C’était l’un des constats de France Assos Santé : déjà en novembre 2025, les Français plaçaient la santé au cœur des municipales 2026, alors qu’elles n’étaient encore qu’une perspective lointaine. L’intersyndicale Les Libéraux de santé le confirme aujourd’hui. Dans une enquête réalisée dimanche 15 mars, lors du premier tour, auprès de près de 6 288 participants, la santé et l’accès aux soins apparaissent en effet en troisième position, derrière la sécurité et l’aménagement urbain, dans les thématiques qui ont le plus comptées au moment de voter. «Ces résultats confirment que l’accès aux soins est devenu un enjeu central de l’action publique locale et une attente forte», en conclut l’organisation.

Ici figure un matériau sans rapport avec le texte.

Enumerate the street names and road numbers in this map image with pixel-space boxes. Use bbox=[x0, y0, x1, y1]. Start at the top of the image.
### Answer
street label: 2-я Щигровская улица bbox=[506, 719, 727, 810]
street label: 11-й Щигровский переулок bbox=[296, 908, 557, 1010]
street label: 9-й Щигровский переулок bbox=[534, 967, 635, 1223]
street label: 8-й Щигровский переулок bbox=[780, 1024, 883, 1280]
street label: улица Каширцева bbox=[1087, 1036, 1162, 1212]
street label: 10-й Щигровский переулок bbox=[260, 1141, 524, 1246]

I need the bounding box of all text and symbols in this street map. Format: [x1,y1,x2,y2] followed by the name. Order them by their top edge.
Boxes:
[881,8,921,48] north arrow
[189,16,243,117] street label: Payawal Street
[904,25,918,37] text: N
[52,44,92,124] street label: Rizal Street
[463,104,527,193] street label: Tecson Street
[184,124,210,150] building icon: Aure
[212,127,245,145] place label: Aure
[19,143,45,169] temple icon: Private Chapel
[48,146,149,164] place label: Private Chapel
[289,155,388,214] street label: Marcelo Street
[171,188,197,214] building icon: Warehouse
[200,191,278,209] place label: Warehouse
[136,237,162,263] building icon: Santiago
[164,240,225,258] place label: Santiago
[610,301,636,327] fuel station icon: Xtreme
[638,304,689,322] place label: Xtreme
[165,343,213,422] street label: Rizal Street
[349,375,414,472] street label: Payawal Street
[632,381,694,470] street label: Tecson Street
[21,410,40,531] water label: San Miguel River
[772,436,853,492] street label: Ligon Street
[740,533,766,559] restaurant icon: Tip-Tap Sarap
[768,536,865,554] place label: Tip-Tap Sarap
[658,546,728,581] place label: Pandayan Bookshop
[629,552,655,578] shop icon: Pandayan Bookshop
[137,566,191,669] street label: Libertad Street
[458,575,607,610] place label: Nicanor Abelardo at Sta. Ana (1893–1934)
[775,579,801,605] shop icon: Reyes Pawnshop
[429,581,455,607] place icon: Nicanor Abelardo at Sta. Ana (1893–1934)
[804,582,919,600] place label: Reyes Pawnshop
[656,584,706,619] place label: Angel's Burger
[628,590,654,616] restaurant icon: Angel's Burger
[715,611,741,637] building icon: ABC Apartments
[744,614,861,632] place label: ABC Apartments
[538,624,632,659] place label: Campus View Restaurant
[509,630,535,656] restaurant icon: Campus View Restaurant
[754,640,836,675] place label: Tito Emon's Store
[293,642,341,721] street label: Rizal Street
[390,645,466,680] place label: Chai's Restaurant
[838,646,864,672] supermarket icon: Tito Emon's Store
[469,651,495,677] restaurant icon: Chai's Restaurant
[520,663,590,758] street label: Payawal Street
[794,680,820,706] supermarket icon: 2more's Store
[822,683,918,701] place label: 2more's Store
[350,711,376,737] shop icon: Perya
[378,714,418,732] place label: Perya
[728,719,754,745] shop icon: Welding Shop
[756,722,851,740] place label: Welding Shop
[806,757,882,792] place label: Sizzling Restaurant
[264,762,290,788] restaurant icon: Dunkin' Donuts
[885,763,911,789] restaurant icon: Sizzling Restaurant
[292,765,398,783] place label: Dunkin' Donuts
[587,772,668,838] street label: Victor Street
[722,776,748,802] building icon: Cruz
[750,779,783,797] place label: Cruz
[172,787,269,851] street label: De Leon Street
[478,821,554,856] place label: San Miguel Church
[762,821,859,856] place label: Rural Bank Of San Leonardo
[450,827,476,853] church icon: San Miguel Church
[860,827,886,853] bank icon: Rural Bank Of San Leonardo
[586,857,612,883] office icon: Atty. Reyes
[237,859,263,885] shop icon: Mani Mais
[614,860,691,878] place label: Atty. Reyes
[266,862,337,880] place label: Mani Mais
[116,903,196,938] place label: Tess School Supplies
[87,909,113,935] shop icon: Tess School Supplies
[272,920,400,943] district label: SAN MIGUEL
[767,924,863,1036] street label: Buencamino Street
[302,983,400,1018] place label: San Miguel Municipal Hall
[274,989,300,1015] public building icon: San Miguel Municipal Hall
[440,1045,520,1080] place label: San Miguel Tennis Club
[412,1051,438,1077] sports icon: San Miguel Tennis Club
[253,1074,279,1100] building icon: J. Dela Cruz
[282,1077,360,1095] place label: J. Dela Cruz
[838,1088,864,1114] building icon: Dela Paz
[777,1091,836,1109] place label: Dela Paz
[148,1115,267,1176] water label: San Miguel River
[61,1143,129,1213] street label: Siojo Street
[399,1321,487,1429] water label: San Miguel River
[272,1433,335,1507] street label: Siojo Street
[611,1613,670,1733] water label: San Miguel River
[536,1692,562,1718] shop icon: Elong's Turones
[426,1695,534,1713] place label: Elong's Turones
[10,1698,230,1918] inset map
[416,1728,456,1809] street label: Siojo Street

La commune, ajoute-t-elle, est de plus en plus perçue comme un échelon critique pour accéder à un professionnel de santé, avec des leviers à mobiliser très identifiés. 28% des répondants attendent ainsi de leur prochaine équipe municipale qu’elle puisse intervenir pour réduire les délais pour obtenir un rendez-vous, tandis que 25% reconnaissent son rôle dans l’amélioration de l’offre de soins locale. Dans une même proportion, ils défendent la construction de centres et de maisons de santé, ou de toute structure de soins de proximité. 24% lui réclament la possibilité d’avoir accès à un professionnel de santé autre qu’un médecin pour des consultations de suivi, et 12%, l’amélioration de l’accès à un professionnel libéral proche de chez eux. «Seuls 16 % des interrogés n’ont aucune attente à l’égard de la future équipe municipale concernant les questions de santé», observe l’intersyndicale, qui note par ailleurs une «corrélation» entre le degré des attentes exprimées et la réalité de l’offre de soins dans les territoires. Sans surprise, ceux qui souffrent le plus de la désertification médicale sont ceux où elles sont les plus fortes.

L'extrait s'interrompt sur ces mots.